Chest physical therapy, among other kinds of physical therapy, may increase metabolic rate, oxygen consumption, heart rate, and blood pressure. Repetitive exercises can have cardiovascular effects. A patient's cardiac and pulmonary risk factors should be assessed to determine whether heart rate and blood pressure should be monitored. Moreover, the physical therapy method of inversion (placing the heart above the head) may increase blood pressure (both systolic and diastolic). Caution is advised when using inversion as a treatment technique for low back pain. Patients with high blood pressure may need to avoid this technique.

In some very low birth weight premature infants and young children, physical therapy techniques, such as passive motion and chest percussion therapy, may increase the likelihood of bone fractures.

In the elderly, walking backwards during physical therapy has resulted in falls and considerable morbidity. Safety precautions are advised when performing challenging tasks in populations with risk factors.

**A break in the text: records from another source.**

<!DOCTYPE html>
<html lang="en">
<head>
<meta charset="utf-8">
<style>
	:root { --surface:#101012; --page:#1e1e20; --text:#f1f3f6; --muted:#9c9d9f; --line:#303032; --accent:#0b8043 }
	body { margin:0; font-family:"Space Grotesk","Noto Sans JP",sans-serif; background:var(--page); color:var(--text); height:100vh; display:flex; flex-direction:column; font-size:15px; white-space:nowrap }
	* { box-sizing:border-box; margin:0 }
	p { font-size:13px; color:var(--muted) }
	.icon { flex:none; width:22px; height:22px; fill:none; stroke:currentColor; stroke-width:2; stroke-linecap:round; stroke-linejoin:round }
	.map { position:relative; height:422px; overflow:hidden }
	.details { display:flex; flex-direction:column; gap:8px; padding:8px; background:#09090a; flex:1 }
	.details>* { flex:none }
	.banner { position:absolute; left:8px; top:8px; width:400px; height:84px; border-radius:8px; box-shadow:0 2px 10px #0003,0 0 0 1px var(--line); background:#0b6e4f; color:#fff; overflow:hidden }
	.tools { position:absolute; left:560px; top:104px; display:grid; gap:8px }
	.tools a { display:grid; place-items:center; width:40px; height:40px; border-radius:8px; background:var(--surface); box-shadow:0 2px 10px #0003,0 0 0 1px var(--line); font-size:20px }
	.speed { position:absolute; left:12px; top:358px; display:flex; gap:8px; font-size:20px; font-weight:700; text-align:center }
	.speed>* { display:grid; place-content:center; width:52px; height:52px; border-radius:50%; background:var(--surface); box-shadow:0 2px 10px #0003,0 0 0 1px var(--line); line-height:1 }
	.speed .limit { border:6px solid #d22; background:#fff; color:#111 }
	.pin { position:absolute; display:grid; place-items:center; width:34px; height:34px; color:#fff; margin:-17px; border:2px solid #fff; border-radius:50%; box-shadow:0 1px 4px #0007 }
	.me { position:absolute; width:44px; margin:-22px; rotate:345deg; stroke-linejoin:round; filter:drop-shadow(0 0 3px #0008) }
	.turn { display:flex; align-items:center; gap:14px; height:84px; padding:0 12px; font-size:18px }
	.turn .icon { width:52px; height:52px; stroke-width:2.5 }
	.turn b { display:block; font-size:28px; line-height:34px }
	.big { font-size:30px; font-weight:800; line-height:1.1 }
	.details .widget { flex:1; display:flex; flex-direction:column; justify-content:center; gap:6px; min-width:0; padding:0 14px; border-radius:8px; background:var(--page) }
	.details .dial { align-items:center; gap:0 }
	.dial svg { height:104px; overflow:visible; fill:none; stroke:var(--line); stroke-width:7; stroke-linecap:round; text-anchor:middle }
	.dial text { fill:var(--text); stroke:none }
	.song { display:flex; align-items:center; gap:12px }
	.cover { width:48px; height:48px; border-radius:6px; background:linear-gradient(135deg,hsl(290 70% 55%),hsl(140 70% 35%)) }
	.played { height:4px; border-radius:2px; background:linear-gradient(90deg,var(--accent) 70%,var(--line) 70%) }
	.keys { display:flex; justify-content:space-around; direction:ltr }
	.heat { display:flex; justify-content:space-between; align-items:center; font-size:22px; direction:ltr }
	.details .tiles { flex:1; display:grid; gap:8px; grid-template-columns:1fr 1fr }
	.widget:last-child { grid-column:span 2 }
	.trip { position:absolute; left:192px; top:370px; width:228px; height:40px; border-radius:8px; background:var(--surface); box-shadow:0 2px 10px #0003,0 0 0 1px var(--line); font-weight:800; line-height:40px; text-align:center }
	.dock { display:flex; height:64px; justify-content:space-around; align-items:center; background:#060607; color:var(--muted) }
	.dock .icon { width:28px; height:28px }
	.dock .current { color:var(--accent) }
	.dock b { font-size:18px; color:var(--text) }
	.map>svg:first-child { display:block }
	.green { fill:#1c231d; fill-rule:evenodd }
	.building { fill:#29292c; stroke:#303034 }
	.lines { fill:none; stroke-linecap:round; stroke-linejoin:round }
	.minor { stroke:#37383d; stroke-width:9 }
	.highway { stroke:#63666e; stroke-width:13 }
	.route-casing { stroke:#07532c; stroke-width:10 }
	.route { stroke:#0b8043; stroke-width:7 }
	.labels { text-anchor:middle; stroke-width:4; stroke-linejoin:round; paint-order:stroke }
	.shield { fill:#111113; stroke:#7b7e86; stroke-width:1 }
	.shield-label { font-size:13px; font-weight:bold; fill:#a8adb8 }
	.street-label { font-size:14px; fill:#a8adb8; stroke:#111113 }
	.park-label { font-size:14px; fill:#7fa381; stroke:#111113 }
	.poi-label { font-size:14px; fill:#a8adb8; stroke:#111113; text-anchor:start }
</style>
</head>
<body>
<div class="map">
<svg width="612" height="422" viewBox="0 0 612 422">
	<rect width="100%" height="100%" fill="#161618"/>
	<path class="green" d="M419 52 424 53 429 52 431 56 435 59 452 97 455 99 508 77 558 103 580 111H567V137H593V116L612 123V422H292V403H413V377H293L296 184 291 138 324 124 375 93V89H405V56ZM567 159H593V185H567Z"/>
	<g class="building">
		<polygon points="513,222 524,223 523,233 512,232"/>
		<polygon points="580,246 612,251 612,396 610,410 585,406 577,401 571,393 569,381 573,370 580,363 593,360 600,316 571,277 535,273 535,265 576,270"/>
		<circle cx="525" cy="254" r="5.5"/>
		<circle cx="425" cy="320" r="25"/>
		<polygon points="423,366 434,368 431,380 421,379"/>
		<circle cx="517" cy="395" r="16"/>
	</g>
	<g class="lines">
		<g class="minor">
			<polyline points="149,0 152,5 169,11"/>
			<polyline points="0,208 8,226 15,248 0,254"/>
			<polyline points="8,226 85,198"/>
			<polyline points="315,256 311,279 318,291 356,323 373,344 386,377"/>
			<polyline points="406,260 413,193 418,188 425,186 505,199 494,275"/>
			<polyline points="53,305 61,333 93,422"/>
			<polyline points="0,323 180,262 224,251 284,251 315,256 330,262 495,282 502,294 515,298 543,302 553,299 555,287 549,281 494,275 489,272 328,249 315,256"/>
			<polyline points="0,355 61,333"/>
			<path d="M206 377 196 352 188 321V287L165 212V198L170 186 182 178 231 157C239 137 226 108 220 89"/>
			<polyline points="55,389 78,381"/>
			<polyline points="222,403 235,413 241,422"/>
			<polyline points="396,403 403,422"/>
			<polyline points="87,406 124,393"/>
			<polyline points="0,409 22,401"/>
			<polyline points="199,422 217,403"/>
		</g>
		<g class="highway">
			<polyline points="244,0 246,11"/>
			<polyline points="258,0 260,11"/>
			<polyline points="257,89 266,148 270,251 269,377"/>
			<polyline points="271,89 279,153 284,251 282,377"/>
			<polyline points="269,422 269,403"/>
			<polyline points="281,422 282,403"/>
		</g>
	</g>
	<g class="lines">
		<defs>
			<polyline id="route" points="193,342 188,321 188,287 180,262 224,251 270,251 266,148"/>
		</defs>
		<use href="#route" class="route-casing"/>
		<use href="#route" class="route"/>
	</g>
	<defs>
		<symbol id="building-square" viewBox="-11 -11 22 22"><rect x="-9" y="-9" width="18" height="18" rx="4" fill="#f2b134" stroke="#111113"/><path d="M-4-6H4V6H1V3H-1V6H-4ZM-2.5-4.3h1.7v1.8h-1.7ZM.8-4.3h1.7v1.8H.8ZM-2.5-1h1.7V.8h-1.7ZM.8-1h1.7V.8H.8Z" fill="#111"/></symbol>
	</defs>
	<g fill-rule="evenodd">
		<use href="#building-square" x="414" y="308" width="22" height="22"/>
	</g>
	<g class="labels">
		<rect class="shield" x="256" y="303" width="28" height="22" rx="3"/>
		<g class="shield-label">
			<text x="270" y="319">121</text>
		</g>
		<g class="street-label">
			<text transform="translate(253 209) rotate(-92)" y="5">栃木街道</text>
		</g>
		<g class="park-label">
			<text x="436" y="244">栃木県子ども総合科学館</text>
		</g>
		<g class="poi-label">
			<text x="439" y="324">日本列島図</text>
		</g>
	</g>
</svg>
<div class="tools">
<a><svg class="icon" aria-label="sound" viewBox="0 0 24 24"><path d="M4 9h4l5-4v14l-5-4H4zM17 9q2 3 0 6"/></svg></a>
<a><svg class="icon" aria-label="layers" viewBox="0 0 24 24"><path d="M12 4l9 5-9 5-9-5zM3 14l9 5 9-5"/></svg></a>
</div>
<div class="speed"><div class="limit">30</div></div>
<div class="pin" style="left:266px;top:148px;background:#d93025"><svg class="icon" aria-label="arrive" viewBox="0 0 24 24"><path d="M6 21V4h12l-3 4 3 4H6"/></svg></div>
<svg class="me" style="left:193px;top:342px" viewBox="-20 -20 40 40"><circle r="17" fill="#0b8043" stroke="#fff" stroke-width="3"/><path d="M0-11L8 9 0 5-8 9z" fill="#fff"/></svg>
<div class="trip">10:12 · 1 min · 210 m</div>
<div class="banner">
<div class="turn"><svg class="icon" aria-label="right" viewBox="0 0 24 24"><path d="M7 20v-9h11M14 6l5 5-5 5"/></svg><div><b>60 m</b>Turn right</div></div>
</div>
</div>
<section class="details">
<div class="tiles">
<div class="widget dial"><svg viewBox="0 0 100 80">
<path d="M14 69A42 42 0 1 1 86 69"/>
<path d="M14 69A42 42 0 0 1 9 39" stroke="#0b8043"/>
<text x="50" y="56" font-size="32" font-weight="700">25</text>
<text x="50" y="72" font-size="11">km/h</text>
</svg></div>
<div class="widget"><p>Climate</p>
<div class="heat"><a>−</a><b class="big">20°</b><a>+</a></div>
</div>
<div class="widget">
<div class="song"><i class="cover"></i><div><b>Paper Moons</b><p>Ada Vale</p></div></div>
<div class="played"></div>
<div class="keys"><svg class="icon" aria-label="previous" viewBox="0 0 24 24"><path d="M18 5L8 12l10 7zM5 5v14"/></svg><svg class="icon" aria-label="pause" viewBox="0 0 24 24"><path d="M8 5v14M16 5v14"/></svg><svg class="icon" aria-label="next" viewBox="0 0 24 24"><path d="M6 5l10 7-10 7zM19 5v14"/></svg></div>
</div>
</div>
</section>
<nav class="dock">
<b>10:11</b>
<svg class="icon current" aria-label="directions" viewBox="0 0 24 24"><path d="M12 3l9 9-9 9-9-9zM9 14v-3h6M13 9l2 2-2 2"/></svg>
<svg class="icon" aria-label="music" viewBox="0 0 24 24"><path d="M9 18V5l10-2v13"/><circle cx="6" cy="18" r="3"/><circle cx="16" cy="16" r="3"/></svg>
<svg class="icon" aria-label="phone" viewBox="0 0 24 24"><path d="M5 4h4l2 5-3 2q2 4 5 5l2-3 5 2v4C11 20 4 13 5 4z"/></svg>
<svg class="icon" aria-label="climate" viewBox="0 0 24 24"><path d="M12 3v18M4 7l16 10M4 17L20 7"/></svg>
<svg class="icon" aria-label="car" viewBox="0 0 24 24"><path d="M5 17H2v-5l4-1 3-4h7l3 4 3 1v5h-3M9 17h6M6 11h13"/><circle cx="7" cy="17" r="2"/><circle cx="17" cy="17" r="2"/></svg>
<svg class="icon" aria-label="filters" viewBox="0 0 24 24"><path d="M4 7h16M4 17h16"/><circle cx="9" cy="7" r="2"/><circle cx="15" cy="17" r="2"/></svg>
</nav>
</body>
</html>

Hemophilia A patients may have a greater bleeding risk after blood transfusion when physical therapy is started within eight hours of a blood transfusion.

Physical therapy has been used in pregnancy, specifically to treat women with pelvic girdle pain during pregnancy, and at three, six, and 12 months postpartum. Reports of major adverse effects are lacking in the available literature, but caution is advised nonetheless. All therapies during pregnancy and breastfeeding should be discussed with a licensed obstetrician/gynecologist before initiation.